Responsive to determining that the temperature measurement satisfies the second operating temperature threshold criterion, at operation 210, the processing logic throttles write operations for the memory device to reduce a frequency of the write operations. In some embodiments, the processing logic throttles write operations by adding fixed delays when sending write commands to the memory device. In some embodiments, the processing logic throttles write operations by slowing down the clock of the ASIC. In some embodiments, the processing logic throttles write operations by slowing down the clock of the memory sub-system controller 115. In some embodiments, the processing logic throttles write operations by reducing the frequency of read commands sent to the memory device. The disclosure is not limited to these methods of throttling.
Responsive to determining that the temperature measurement fails to satisfy the second operating temperature threshold criterion, at operation 213, the processing logic performs a write operation to store the data in the memory device using the second number of bits per memory cell.
At operation 211, the processing logic determines whether the temperature measurement of the memory device satisfies a third operating temperature threshold criterion, wherein the third operating temperature threshold criterion is associated with the second number of bits per memory cell. In some embodiments, the third operating temperature threshold criterion is satisfied if the temperature measurement is greater than a third threshold temperature. In some embodiments, the third threshold temperature is defined as the highest temperature at which the memory device can reliably operate while configured to store the second number of bits per memory cell; the third operating temperature threshold criterion is the CT for a memory device using the second number of bits per memory cell. In FIG. 3 , the third operating temperature threshold criterion is marked CT2 (“Critical Temperature 2”). If the temperature measurement were to exceed CT2, the temperature measurement would satisfy the third operating temperature threshold criterion.
Responsive to determining that the temperature measurement fails to satisfy the third operating temperature threshold criterion, at operation 213, the processing logic performs the write operation to store the data in the memory device using the second number of bits per memory cell. A temperature measurement at or below CT2 fails to satisfy the first threshold criterion. In FIGS. 3, 308 and 312 are example points at which the temperature measurement fails to satisfy the third operating temperature threshold criterion; 308 and 312 are associated with a temperature at which the memory device can operate reliably using the second number of bits per memory cell.

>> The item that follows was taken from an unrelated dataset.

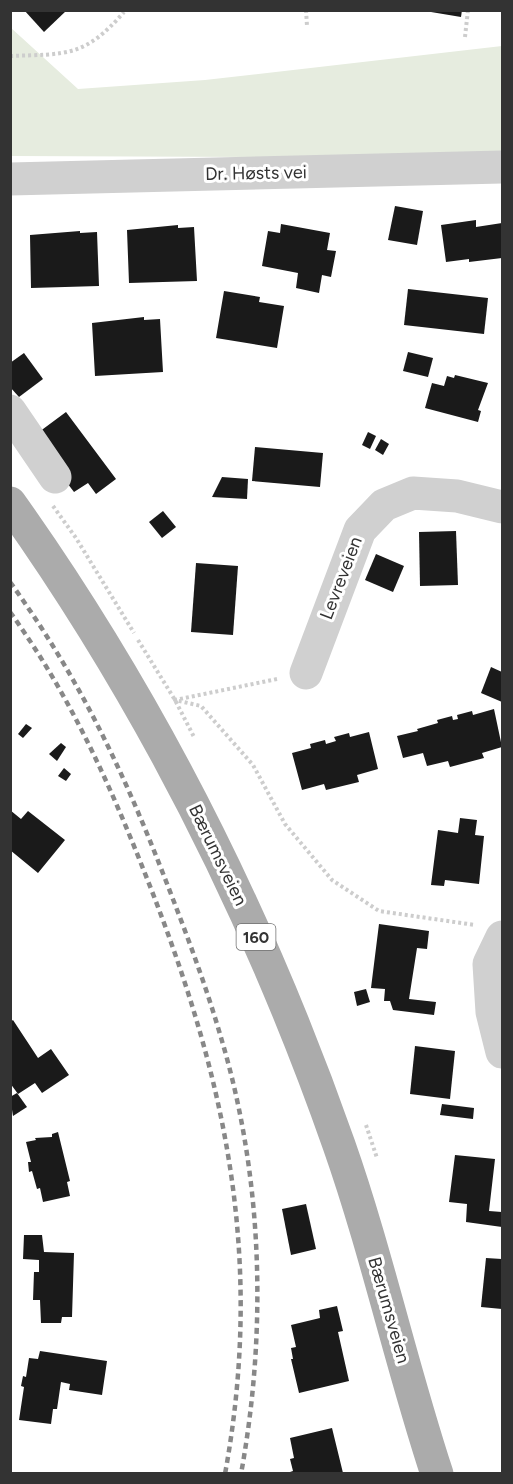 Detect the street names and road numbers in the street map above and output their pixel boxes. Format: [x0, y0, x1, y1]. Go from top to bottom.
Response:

Responsive to determining that the temperature measurement of the memory device satisfies the third operating temperature threshold criterion, at operation 212, the processing logic halts write operations to preserve the reliability of the write operations and decrease the load on the memory device, allowing for its temperature to decrease to an operational level. A temperature measurement exceeding CT2 satisfies the third threshold criterion. In FIGS. 3, 310 and 314 represent points at which the temperature measurement exceeds CT2, satisfying the third operating temperature threshold criterion.
The duration for which the processing logic halts write operations may vary depending on the embodiment. For example, in some embodiments, at operation 212, the processing logic halts write operations until the temperature of the memory device decreases below CT2. In other embodiments, the processing logic halts write operations until the temperature of the memory device decreases below CT1.
Responsive to determining that the temperature measurement fails to satisfy a third operating temperature threshold criterion, at operation 213, the processing logic performs a write operation to store the data in the memory device using the second number of bits per memory cell.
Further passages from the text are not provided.